C’est dans une pauvre veuve, une femme qui ne compte pas, ou plutôt
qui ne compte plus, que Jésus voit l’image de ce qu’il est ou plutôt
de ce qu’il va être dans quelques heures… Un pauvre seul. Seul avec
Dieu. Mais aussi l’image de quelqu’un qui transfigure son état
d’impuissance et de pauvreté par un acte d’offrande entier, libre.
Jésus voit en elle une image de ce qu’il vit.
Qui est cette veuve ? Son état d’extrême
indigence indique sans doute qu’en sus de n’avoir plus de mari, elle
n’a pas, ou plus, de fils ni de proche parent. Pas de goël, de
rédempteur. Jésus sait voir ces veuves comme le dit le début de
l’Evangile tiré de son enseignement en Galilée. Souvenons-nous de la
rencontre que fit Jésus il y a peu : « Dans une ville appelée Naïn…
on portait tout juste en terre un mort, un fils unique dont la mère
était veuve… En la voyant, le Seigneur fut pris de pitié pour elle »
(Lc 7,11a.12b.13). La douleur d’une veuve, d’une mère, avait ému
Jésus. Aujourd’hui le don, décidé par l’amour d’une autre veuve,
touche Jésus. Il y a quelques semaines, c’est sa mère Marie debout
seule au pied de la Croix que Jésus avait vu. Stabat Mater.
Aujourd’hui c’est lui-même que Jésus voit
dans cette femme. Donnant tout ce qu’elle a, toute sa vie. Il voit,
uni en un seul geste, un seul et même amour, un même amour de Dieu et
du prochain. Les treize troncs qui se trouvaient à l’extrémité de la
cour des femmes servaient essentiellement pour le fonctionnement du
Temple mais aussi pour l’éducation des enfants pauvres. Nous ne savons
pas où cette femme a mis ses piécettes mais peu importe. Ce sont les
troncs du Temple du Seigneur. C’est à Dieu que cette veuve se donne
et, dans le même mouvement, à ses frères, inséparablement, sans
confusion ni séparation.
Le geste d’une veuve pauvre révèle le
geste du Messie de Dieu. C’est dans le cœur d’un homme - en
l’occurrence d’une femme - que Jésus voit son propre cœur et dans son
geste à elle, son geste propre. C’est dans le mouvement d’une femme
que Jésus prend appui pour sa propre offrande. C’est une offrande
entière, une offrande libre, une offrande humaine et divine à la fois
car seul l’Esprit peut inspirer un tel geste. Le cœur d’une femme
éclaire le cœur du Messie.
Cette veuve juive est bien la sœur de la
veuve païenne de Sarepta. Celle-ci aussi n’avait presque rien, une
poigné de farine et d’huile et deux morceaux de bois. Pourtant il est
dit : « La femme alla faire ce qu’Elie avait demandé ». Jésus
lui aussi est en train de faire ce qu’il lui a été demandé. La veuve
de Jérusalem n’a peut-être pas entendu Jésus parler ; elle ne le
connaît sans doute pas, mais, d’elle-même, elle adopte la même
attitude que lui : la vie a été donnée par le Seigneur et, en réponse,
elle se donne.
Un geste visible, un presque rien, deux
piécettes données, exprime un don invisible, une ouverture immense.

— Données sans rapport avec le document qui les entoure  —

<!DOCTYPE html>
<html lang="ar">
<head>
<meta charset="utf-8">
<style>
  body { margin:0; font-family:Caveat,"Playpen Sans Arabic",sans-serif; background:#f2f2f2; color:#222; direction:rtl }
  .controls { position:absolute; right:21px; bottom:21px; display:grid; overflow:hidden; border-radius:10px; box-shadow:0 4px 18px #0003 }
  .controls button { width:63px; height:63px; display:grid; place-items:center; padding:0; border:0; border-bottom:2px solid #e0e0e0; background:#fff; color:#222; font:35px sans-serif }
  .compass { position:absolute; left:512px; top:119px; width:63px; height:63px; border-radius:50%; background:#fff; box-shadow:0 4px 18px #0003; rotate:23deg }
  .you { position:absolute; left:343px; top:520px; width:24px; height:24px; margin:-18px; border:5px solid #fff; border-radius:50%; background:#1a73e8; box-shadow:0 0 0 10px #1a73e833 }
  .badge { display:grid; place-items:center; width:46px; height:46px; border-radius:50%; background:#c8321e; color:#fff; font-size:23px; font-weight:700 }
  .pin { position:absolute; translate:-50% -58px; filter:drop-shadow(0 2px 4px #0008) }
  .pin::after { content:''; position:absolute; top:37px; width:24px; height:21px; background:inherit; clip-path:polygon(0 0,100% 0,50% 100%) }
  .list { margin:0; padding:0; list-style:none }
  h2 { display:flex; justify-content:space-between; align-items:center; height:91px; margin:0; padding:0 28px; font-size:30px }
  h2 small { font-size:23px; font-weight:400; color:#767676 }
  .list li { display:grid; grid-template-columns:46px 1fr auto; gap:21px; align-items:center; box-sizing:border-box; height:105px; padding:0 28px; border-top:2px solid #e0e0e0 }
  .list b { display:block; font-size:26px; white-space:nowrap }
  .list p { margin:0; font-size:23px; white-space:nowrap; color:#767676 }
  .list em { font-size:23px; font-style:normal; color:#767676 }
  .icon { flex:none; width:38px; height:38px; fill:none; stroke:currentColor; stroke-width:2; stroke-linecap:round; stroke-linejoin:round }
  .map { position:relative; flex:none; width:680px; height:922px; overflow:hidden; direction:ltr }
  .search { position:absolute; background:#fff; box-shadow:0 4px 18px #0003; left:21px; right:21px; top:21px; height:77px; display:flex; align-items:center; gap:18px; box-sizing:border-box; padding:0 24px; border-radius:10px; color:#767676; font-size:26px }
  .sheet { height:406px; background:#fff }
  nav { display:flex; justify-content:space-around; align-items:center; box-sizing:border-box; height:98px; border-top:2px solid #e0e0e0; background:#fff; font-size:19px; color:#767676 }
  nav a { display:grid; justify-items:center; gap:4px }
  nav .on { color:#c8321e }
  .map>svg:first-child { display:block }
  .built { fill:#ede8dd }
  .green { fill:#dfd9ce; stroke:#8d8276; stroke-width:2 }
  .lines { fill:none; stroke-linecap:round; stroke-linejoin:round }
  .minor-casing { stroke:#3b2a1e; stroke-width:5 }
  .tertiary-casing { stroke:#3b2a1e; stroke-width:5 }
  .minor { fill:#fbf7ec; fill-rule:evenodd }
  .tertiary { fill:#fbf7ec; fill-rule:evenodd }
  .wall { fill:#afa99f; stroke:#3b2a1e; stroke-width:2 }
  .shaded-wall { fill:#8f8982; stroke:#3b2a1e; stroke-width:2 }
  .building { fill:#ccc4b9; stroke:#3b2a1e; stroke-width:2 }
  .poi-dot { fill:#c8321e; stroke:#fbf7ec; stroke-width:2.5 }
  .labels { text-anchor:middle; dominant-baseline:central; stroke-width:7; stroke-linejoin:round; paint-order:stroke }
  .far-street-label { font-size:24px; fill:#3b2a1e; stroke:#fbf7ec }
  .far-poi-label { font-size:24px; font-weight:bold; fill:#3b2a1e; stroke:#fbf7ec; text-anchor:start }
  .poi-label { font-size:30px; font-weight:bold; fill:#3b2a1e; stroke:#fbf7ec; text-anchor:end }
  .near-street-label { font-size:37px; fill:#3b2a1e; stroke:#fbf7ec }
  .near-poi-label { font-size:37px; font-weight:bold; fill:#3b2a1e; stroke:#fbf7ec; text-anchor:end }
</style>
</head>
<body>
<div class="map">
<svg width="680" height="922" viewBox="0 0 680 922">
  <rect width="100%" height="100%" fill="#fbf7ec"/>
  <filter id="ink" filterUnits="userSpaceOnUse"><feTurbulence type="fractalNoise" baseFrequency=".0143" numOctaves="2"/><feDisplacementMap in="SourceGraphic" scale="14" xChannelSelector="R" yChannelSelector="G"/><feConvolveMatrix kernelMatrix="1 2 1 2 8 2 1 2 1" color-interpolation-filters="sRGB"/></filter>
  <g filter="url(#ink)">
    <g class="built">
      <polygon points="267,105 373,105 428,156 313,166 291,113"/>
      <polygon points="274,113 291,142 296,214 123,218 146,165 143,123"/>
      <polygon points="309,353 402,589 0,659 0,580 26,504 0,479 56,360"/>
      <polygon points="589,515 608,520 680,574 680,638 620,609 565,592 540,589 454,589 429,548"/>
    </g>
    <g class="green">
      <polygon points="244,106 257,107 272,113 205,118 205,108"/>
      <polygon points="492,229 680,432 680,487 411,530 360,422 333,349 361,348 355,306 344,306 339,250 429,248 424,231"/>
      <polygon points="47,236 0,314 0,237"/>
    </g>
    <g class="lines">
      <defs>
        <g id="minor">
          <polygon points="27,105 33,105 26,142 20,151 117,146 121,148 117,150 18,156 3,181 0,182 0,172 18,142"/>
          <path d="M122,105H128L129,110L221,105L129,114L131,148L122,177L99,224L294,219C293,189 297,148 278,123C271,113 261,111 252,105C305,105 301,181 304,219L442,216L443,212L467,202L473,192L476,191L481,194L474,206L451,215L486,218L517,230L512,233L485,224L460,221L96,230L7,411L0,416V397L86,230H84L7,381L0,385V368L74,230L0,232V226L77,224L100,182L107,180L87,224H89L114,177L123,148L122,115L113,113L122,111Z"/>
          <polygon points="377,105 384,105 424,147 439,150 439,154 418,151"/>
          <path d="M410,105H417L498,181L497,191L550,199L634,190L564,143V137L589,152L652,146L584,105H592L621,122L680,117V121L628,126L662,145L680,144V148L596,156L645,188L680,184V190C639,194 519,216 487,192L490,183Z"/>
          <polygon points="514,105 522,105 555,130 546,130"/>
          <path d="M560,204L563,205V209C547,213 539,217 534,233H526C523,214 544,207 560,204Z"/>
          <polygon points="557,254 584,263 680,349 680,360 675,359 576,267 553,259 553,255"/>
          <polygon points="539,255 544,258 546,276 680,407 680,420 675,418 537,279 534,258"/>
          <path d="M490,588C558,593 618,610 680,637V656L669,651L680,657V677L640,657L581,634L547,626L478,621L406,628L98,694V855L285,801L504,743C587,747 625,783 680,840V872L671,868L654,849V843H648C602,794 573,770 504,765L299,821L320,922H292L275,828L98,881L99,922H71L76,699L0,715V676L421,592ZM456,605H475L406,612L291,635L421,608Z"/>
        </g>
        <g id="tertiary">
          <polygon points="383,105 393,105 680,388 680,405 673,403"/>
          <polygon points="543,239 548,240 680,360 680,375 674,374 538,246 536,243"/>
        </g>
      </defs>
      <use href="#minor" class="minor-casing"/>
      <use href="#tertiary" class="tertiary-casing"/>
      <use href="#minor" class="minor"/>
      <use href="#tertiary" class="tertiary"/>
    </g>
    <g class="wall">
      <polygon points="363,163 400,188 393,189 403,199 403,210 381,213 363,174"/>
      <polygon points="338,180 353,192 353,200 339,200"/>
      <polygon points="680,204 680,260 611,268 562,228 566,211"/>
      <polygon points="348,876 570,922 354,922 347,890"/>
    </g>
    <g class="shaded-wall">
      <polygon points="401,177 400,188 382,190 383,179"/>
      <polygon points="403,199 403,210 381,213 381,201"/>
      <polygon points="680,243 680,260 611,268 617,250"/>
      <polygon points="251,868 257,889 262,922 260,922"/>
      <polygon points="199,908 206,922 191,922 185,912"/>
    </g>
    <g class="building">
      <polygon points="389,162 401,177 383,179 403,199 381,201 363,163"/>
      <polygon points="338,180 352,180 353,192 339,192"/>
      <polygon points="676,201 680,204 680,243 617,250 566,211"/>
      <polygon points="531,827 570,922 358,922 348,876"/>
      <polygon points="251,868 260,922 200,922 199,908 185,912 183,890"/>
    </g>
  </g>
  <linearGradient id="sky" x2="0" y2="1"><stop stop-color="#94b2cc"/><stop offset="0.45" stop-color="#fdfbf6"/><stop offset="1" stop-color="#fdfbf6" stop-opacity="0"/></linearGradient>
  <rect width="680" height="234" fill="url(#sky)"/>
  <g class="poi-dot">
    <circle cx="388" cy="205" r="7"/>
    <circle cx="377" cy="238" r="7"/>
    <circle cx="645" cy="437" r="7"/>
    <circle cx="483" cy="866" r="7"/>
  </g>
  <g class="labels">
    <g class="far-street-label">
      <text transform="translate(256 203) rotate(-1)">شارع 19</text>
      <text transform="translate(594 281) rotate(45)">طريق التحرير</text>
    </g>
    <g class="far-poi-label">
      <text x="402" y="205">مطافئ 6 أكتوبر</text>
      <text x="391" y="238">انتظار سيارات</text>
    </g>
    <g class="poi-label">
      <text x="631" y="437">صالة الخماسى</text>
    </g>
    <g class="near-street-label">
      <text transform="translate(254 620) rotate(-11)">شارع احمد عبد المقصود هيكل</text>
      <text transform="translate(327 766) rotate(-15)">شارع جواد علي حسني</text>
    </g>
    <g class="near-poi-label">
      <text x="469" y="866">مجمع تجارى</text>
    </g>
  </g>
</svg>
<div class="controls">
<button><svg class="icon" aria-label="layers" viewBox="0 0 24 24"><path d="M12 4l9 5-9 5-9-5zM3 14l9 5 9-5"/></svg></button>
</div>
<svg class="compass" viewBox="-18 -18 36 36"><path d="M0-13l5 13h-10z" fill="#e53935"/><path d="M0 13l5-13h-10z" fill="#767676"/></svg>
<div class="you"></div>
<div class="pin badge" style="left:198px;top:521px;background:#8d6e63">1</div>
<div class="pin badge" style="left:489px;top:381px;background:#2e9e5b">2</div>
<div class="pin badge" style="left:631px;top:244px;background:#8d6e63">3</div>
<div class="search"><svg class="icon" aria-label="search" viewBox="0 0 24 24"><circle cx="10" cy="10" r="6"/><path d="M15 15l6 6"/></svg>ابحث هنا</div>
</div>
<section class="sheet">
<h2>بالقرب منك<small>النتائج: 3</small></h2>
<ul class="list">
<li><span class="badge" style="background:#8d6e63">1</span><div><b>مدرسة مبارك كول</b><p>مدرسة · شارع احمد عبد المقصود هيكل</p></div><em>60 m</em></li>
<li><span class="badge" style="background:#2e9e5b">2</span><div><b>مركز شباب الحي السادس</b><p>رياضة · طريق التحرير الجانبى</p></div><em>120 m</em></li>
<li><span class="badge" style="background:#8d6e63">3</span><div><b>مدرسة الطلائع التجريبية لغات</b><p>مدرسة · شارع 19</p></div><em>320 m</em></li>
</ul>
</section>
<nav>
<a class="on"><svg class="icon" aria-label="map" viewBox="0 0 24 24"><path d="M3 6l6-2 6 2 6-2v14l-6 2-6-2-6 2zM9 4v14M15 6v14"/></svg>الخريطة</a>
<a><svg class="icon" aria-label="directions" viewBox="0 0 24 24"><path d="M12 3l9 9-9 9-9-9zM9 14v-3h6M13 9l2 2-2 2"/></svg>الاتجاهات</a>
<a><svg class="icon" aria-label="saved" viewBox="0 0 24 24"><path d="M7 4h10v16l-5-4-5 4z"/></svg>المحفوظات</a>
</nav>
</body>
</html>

Comment ne pas admirer que le cœur du Messie soit consolé par le cœur
d’une veuve ? Comment ne pas admirer que le cœur de Dieu puisse être
touché par le don d’êtres humains ? De ceux qui, dépouillés de tout,
privé des êtres chers à leur cœur - conjoint et enfants en premier
lieu - continuent pourtant à donner, à se donner ? Là se révèle notre
nature humaine faite pour le don. Créée à l’image de Dieu. Que la
veuve de Sarepta nous aide à grandir dans la foi envers les paroles
qui nous furent dites de la part du Seigneur et que la veuve de
Jérusalem nous aide à grandir dans un amour qui ne réserve rien et
donne tout. Amen.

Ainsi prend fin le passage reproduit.